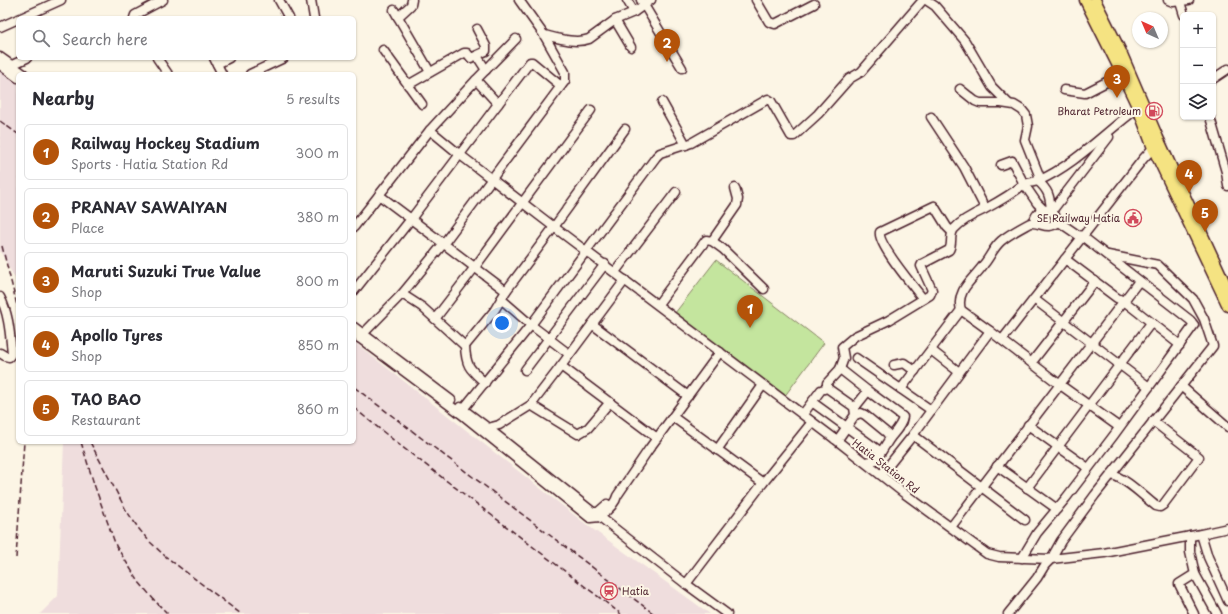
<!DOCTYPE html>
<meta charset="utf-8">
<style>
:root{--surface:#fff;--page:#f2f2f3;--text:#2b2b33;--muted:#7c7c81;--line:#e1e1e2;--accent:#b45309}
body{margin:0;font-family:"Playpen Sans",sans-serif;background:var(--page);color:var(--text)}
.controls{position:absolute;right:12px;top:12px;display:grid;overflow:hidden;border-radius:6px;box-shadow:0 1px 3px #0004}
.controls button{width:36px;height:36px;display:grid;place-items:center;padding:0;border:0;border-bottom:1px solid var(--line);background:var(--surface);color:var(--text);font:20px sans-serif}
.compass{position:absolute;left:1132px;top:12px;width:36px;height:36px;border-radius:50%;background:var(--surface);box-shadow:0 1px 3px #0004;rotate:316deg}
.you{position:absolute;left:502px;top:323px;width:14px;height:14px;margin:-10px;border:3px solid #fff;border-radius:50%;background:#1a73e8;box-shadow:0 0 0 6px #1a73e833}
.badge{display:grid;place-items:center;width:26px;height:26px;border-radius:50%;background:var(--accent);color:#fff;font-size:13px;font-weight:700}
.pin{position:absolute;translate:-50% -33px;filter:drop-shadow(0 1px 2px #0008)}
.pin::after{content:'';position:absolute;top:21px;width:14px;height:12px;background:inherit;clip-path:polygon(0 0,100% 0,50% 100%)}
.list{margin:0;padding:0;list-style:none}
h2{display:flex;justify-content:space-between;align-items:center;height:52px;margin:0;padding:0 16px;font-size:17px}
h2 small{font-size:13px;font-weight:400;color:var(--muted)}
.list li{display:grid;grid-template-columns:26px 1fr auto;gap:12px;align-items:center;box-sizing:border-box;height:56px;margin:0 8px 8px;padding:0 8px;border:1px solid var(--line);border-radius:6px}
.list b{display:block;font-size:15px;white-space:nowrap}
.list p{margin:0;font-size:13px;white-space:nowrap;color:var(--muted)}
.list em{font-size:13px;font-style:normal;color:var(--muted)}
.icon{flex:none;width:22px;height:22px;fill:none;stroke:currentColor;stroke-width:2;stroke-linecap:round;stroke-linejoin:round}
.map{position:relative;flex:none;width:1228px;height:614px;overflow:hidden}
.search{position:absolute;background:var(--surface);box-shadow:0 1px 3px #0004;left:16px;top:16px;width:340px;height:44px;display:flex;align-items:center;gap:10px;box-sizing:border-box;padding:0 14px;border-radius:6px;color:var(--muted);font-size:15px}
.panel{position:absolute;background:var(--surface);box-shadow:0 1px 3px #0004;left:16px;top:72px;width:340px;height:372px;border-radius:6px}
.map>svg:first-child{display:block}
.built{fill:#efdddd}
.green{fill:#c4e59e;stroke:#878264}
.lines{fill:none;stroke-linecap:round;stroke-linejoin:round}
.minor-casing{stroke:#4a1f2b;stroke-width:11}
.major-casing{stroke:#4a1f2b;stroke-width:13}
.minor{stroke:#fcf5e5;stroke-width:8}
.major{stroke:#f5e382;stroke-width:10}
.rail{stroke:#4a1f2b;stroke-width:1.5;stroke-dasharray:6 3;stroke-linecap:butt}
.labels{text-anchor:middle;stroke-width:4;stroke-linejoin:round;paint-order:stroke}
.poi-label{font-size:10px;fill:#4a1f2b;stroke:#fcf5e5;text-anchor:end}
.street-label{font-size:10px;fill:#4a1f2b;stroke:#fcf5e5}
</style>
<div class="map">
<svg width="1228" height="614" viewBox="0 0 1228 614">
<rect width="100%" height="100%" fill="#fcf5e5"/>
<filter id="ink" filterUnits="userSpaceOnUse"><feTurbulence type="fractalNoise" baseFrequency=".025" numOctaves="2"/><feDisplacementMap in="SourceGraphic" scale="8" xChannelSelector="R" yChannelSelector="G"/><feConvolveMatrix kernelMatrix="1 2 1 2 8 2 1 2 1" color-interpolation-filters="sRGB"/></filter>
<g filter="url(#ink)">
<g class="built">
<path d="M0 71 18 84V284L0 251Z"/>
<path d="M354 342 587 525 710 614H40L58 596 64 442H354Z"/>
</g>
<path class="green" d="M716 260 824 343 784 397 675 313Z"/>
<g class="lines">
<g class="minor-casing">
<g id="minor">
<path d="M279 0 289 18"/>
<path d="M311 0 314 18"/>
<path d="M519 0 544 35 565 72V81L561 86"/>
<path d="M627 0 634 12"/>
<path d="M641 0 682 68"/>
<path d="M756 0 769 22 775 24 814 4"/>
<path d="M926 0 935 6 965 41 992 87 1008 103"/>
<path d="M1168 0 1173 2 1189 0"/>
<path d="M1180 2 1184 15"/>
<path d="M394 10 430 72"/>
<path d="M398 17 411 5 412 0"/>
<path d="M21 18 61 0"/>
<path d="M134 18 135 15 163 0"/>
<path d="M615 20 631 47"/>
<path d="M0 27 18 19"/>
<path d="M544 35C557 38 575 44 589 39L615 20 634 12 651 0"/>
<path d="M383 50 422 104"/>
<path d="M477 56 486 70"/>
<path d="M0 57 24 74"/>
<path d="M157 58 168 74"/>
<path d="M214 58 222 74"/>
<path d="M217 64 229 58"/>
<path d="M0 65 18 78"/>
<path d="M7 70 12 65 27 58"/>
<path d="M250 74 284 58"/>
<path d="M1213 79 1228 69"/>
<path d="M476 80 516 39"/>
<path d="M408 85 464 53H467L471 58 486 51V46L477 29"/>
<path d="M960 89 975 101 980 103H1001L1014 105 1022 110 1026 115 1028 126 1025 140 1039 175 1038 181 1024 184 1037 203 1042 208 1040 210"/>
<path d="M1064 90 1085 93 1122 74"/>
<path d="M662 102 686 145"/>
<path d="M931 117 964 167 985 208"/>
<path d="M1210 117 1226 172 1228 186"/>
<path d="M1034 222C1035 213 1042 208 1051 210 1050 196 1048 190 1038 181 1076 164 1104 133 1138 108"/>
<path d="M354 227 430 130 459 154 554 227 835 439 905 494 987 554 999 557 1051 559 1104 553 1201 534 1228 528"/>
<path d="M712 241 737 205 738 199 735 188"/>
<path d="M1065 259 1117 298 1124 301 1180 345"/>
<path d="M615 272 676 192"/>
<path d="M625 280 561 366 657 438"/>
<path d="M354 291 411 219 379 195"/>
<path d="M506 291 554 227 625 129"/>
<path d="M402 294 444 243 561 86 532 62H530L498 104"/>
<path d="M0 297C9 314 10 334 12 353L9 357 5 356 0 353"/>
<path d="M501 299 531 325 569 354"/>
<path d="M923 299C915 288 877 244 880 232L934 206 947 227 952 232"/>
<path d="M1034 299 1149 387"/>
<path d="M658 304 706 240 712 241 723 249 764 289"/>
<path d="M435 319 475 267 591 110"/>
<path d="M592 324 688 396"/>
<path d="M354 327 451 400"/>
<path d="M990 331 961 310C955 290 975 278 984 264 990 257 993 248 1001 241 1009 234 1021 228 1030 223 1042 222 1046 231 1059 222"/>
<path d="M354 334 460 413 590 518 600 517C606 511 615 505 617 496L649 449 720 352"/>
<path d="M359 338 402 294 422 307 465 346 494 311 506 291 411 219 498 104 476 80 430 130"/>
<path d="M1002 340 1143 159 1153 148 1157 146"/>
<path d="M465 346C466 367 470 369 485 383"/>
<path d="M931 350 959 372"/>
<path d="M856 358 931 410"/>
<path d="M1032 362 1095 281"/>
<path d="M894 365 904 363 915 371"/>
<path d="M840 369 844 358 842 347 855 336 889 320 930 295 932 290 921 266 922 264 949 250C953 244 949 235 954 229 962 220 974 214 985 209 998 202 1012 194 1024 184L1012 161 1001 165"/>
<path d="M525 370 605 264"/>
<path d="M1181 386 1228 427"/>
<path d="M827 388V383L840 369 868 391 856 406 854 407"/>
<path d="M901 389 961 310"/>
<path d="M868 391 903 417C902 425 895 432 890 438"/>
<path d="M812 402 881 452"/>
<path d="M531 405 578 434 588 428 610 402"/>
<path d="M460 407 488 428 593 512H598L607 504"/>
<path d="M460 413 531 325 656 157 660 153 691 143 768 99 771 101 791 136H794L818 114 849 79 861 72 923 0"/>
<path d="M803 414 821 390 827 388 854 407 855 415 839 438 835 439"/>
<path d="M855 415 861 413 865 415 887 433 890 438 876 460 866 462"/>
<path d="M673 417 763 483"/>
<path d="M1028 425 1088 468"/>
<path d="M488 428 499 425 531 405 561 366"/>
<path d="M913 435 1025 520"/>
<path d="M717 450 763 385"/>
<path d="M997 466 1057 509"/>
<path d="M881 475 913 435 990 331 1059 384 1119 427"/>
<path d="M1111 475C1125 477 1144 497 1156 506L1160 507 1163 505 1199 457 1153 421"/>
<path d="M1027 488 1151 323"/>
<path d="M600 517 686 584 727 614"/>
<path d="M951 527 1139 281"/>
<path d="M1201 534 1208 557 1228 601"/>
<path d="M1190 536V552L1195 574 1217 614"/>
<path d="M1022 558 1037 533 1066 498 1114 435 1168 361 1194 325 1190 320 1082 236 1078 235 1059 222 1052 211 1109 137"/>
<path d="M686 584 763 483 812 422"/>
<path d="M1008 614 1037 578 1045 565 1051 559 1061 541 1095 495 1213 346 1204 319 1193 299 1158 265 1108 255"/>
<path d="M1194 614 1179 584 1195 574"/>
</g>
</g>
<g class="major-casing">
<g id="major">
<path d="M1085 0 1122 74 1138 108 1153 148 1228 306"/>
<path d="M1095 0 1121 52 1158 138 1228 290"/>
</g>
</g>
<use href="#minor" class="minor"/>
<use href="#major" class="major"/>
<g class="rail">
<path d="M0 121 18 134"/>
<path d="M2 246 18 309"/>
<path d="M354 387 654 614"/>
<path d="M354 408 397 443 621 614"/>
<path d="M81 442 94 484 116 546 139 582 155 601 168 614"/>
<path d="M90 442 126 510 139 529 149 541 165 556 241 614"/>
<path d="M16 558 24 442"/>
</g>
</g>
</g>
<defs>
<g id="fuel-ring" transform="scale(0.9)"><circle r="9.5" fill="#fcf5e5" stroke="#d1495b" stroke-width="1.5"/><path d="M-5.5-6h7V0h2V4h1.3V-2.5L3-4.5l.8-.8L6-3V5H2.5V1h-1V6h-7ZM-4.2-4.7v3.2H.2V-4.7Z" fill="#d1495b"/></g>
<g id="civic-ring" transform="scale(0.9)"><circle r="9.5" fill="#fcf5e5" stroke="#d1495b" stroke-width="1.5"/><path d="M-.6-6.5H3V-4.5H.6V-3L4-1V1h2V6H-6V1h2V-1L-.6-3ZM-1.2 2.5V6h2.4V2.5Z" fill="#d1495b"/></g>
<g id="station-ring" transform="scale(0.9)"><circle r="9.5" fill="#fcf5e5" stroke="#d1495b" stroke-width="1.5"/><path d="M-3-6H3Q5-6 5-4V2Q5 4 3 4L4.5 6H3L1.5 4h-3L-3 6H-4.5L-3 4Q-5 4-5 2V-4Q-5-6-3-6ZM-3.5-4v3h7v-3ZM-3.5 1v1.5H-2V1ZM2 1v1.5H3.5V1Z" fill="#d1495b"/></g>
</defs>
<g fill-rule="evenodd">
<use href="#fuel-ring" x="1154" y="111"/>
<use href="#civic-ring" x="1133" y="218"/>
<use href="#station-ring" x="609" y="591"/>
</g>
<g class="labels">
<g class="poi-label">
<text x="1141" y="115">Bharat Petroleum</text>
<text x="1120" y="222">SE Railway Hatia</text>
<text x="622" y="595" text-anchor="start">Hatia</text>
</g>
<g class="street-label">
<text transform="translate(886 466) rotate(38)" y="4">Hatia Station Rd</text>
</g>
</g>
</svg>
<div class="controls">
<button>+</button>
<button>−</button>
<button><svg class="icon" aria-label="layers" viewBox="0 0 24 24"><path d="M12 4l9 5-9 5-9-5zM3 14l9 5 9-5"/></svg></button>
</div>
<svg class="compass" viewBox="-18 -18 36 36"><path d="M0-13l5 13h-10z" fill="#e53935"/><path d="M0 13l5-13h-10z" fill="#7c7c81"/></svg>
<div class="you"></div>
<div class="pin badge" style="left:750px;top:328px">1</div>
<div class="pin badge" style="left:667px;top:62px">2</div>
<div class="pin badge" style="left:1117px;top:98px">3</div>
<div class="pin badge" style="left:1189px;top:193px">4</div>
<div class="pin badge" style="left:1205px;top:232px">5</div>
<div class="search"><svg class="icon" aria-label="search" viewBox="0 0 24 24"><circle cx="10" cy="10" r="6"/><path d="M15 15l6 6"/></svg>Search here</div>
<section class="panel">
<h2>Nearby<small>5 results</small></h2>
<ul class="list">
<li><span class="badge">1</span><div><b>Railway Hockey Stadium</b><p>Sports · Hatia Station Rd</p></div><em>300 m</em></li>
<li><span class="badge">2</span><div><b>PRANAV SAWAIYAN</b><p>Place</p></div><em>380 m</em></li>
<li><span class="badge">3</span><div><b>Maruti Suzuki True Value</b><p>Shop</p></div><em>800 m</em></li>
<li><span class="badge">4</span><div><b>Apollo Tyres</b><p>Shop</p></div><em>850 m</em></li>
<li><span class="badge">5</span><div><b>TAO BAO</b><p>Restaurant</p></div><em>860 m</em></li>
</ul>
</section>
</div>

************

▸ Exercise instructions
Using only the listing above, restate exactly the lines from the line containing "365 904 363" through the line containing "407 488 428", both included.

▸ Result of this task
<path d="M894 365 904 363 915 371"/>
<path d="M840 369 844 358 842 347 855 336 889 320 930 295 932 290 921 266 922 264 949 250C953 244 949 235 954 229 962 220 974 214 985 209 998 202 1012 194 1024 184L1012 161 1001 165"/>
<path d="M525 370 605 264"/>
<path d="M1181 386 1228 427"/>
<path d="M827 388V383L840 369 868 391 856 406 854 407"/>
<path d="M901 389 961 310"/>
<path d="M868 391 903 417C902 425 895 432 890 438"/>
<path d="M812 402 881 452"/>
<path d="M531 405 578 434 588 428 610 402"/>
<path d="M460 407 488 428 593 512H598L607 504"/>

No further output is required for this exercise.